[Source data]
----

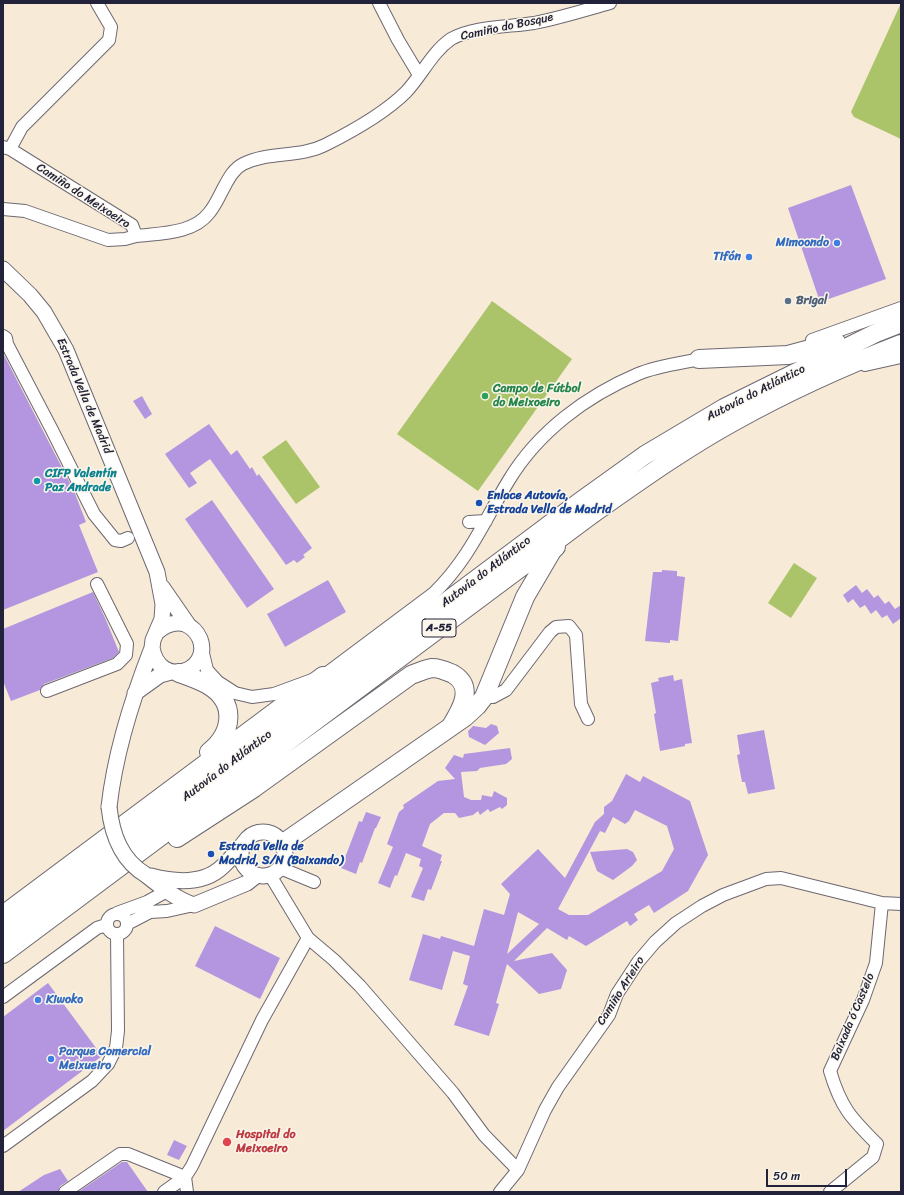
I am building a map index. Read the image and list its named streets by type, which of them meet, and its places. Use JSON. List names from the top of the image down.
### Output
{
  "streets": {
    "highway": ["Autovía do Atlántico", "A-55"],
    "main road": ["Estrada Vella de Madrid"],
    "street": [
      "Camiño do Bosque",
      "Camiño do Meixoeiro",
      "Camiño Arieiro",
      "Baixada ó Castelo"
    ]
  },
  "crossings": [
    ["Camiño do Bosque", "Camiño do Meixoeiro"],
    ["Camiño Arieiro", "Baixada ó Castelo"]
  ],
  "places": [
    "Mimoondo",
    "Tifón",
    "Brigal",
    "Campo de Fútbol do Meixoeiro",
    "CIFP Valentín Paz Andrade",
    "Enlace Autovía, Estrada Vella de Madrid",
    "Estrada Vella de Madrid, S/N (Baixando)",
    "Kiwoko",
    "Parque Comercial Meixueiro",
    "Hospital do Meixoeiro"
  ],
  "scale_bar": "50 m"
}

----

• WHAT TO PRODUCE
Please repeat every record above exactly, but leave out the pictures.

• COMPLETED TASK
I am building a map index. Read the image and list its named streets by type, which of them meet, and its places. Use JSON. List names from the top of the image down.
### Output
{
  "streets": {
    "highway": ["Autovía do Atlántico", "A-55"],
    "main road": ["Estrada Vella de Madrid"],
    "street": [
      "Camiño do Bosque",
      "Camiño do Meixoeiro",
      "Camiño Arieiro",
      "Baixada ó Castelo"
    ]
  },
  "crossings": [
    ["Camiño do Bosque", "Camiño do Meixoeiro"],
    ["Camiño Arieiro", "Baixada ó Castelo"]
  ],
  "places": [
    "Mimoondo",
    "Tifón",
    "Brigal",
    "Campo de Fútbol do Meixoeiro",
    "CIFP Valentín Paz Andrade",
    "Enlace Autovía, Estrada Vella de Madrid",
    "Estrada Vella de Madrid, S/N (Baixando)",
    "Kiwoko",
    "Parque Comercial Meixueiro",
    "Hospital do Meixoeiro"
  ],
  "scale_bar": "50 m"
}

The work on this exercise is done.